La crème de la crème

Après cette débauche de film américains, il est temps que je fasse un peu de quota Français, et pour cela autant choisir le haut du panier: la crème de la crème


Titre réaliste: Presque Social Network

Date de sortie: 2 avril 2014
Durée: 1h30min
Réalisation: Kim Chapiron
Casting: Thomas Blumenthal, Alice Isaaz, Jean-Baptiste Lafarge
Genre: Comédie romantique
Nationalité: Français

Avertissement : des scènes, des propos ou des images peuvent heurter la sensibilité des spectateurs 

SSynopsis:

Dan, Kelliah et Louis sont trois étudiants d’une des meilleures écoles de commerce de France. Pour se distinguer de la masse, il décide d’appliquer les lois du marché aux relations humaines.

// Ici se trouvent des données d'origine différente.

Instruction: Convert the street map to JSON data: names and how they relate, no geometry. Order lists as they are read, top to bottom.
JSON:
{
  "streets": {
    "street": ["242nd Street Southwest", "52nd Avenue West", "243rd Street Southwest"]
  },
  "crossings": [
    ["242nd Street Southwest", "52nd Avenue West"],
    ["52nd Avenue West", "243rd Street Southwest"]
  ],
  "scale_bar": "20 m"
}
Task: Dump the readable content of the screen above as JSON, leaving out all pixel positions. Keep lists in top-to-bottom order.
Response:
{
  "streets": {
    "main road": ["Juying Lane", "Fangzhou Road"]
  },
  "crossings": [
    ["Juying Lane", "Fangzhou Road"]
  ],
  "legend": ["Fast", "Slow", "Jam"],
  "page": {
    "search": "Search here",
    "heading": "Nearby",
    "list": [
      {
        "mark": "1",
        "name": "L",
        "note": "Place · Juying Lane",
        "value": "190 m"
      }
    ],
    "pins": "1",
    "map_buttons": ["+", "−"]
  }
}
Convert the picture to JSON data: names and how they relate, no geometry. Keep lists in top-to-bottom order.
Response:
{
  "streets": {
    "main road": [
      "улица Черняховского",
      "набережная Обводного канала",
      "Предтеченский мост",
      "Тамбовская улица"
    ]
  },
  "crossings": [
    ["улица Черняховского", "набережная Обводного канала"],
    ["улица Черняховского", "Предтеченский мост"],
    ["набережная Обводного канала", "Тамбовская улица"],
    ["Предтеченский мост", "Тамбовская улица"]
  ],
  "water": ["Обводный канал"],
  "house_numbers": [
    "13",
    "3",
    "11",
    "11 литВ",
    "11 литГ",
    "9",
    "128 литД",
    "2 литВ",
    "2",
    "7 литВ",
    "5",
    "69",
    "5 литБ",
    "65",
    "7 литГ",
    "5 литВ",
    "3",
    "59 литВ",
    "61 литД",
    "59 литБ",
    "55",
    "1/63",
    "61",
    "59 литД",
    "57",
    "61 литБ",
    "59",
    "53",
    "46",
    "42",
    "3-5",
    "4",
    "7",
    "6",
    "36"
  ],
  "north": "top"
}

Un jeu dangereux qui leur permettra de se découvrir.
Critique:
Troisième film de Kim Chapiron après l’approximatif « Sheitan » et le très bon « Dog Pound », « La crème de la crème » s’annonçait comme un thriller aussi musclé que ces précédentes oeuvres. Le pitch était plutôt osé, flirtant doucement avec la corruption des élites et le ton semblait mordant si l’on en jugeait les apparences. Bref, personnellement j’attendais beaucoup de ce nouveau film.
Et le début était plutôt prometteur, acteurs talentueux, bande-son hallucinante oscillant entre des vieux classiques français genre Sardou et des tubes electros genre Justice, c’était drôle, assez subtil, mais malheureusement ça ne correspondait pas du tout à mes attentes. J’oserais même dire que le film manque de maîtrise, voir est un peu mensonger.
En effet, si des sites comme Allocine référence ce film somme étant une « comédie dramatique », il s’agit

bel et bien d’une « comédie romantique » et c’est le problème.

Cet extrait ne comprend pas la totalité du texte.